Silnie trujący kwiat datury, inaczej bielunia dziędzierzawy, nosił nazwę „anielskie trąby”. Gdzieś w podtekstach każdego słowa u Akram brzęczy mi niecierpliwy odgłos Dies Irae. Coś się kończy. Można z pasją notować wierszami – w karm: bardzo krótkimi, jak na szczękościsku – wychwycone wrażenia, zaznaczając co krok, że wcale nie ma się pewności, czy były one właśnie takie, czy może są „zmyślone”, czy prawdziwe jest „znikam znikam / mój szer przeciw śladowi węglowemu” – straciliśmy przecież wiarę we własną percepcję, tym bardziej w pamięć. Chyba jesteśmy przeklęci / tak wychodzi z testu osobowościowego / który podsyła mi koleżanka2 – czytam w muzyce niezależnej, innym utworze z tej samej znakomitej prezentacji, z jaką można było się zapoznać na łamach „Akcentu” przed 6 laty. Był to debiut prasowy autorki, na co dzień językoznawczyni na Uniwersytecie Marii Curie-Skłodowskiej w Lublinie. Zaciekawienie wojną jako fenomenem psychiki znalazło wyraz w jej pracy doktorskiej pt. Narracje o WOJNIE w reportażach Wojciecha Jagielskiego. Perspektywa „lingwistyczno-kulturowa. Jagielski opisywał wojny afrykańskie, szczególnie brutalne, odrażające. Akram zatem wie, że wojna, nawet „tylko” o kulturę, to bez wyjątku śmietnik. Ale czy sama jest człowiekiem nadal? Obudziłam się na śmietniku i po raz pierwszy w życiu doświadczyłam prawdziwej obfitości – czytamy w wierszu captcha, które to słowo zdobywa sobie ostatnio wielką popularność, a odnosi się do prostego testu mającego potwierdzić, że jest się człowiekiem, a nie programem próbującym zhakować konto chronione hasłem. Właśnie. Wojnę stanowi zakwestionowanie prawdy. I nowy język. Który nawet po jej zakończeniu osadza się agresywizmami w dowolnej już dziedzinie życia. Nawet Konkurs Chopinowski bywa nazywany „walką” i ma „zwycięzców” oraz tych, co „doznali klęski”, względnie „katastrofy”. W rzeczy samej, język jest wrażliwym organem blisko związanym ze zmysłem smaku, w jego sensie Herbertowskim.
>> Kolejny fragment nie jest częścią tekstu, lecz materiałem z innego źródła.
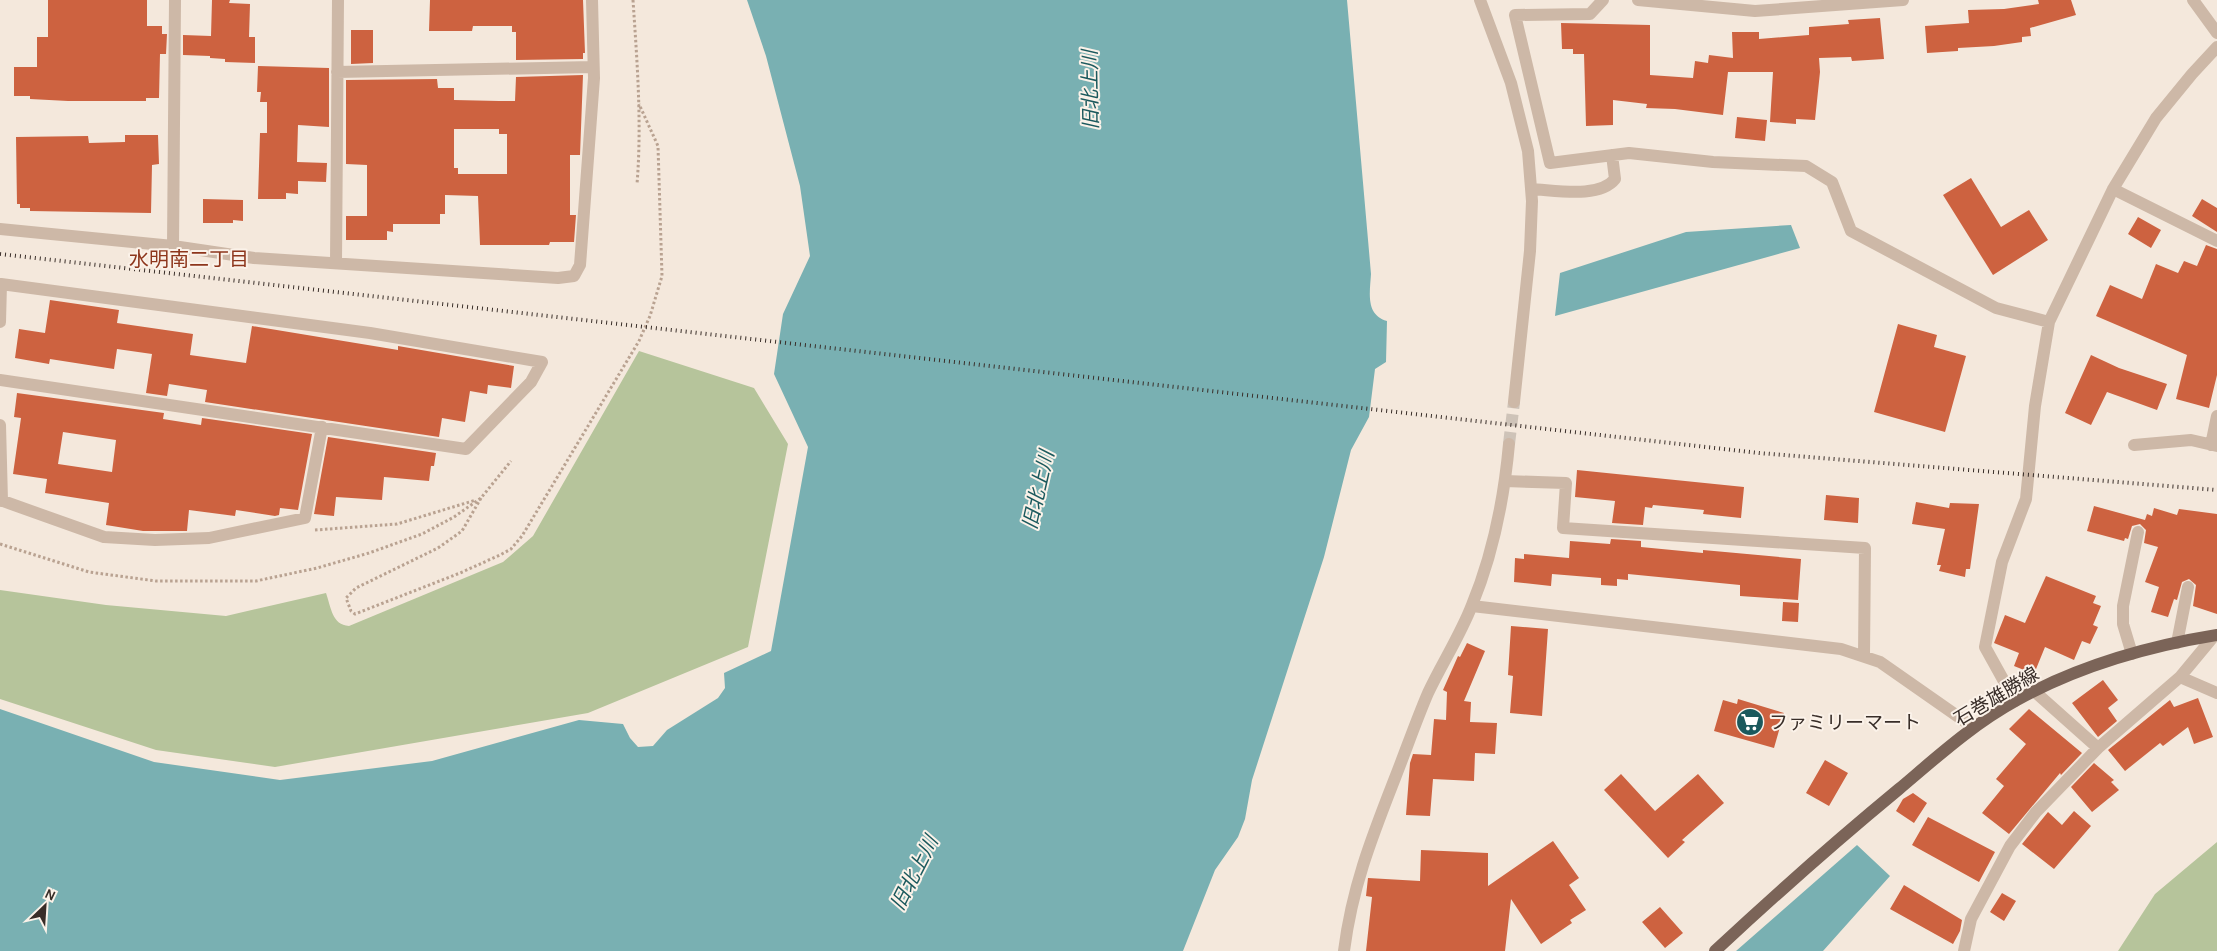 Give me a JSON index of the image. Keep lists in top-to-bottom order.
{
  "streets": {
    "main road": ["石巻雄勝線"]
  },
  "districts": ["水明南二丁目"],
  "water": ["旧北上川"],
  "places": {
    "supermarket": ["ファミリーマート"]
  },
  "north": "top right"
}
Po trzecie, poetka stanęła wobec pewnej zmory literackości – przyjęcia jakiejś poetyki. Co zawsze determinuje jakąś autodefinicję, jakąś deklarację co do idei lub ideologii, wymusza łączenie autorów w ponadsłowne grupy, lewitujące już bez związku z pięknem dzieł. Sara Akram dała temu wyraz – na pustej karcie wierszem-wersetem czy wiesz że jesteś ofiarą „planowego postarzania produktów”? Co oczywiście wyraża też diagnozę, jaką postawił Walter Benjamin w Twórcy jako wytwórcy: w maszynerii kulturowej nie sposób już poruszać się tak, by któryś z trybów nie wyszarpnął pomysłu i nie złożył na przygotowanym taśmociągu. Do czego dochodzą natychmiast stereotypy w postrzeganiu siebie: poprzez płeć, uniesienia albo porażki erotyczne, wiarę czy niewiarę w Boga, poczucie przywództwa. Tak więc karm: wymknęło się absurdom w taki sposób, że na nich poprzestało, bo są rzeczywistością. To doprawdy warte namysłu, jak bardzo zmienia się samoświadomość, odkąd człowiek zestawia rzeczywistości „materialne” i „urojone”. Na marginesie: w moim Wrocławiu ukazuje się coraz więcej utworów skupionych na sacrum. Zwykle chodzi w nich o sacrum kulturowo uznane i zadbane. Tak więc dochodzi do głosu nostalgia: poeta na brzegu sakralnego oceanu widzi, że trwa jakiś nieodwracalny odpływ – fala za falą święta rzeczywistość cofa się, a odsłonięte łachy piasku przypominają rozrastające się groteskowe śmietnisko przyrody oraz idei. Nawet wiedząc o Rybaku nad morzem śmierci Wielimira Chlebnikowa, utworze też wybłysłym na krawędzi „wszystkiego, co ludzkie”, nijak nie potakiwać wtedy poecie w jego smutku, w jego ironicznym chichocie okraszonym zazwyczaj cytatami z mędrców Kościoła i Wschodu.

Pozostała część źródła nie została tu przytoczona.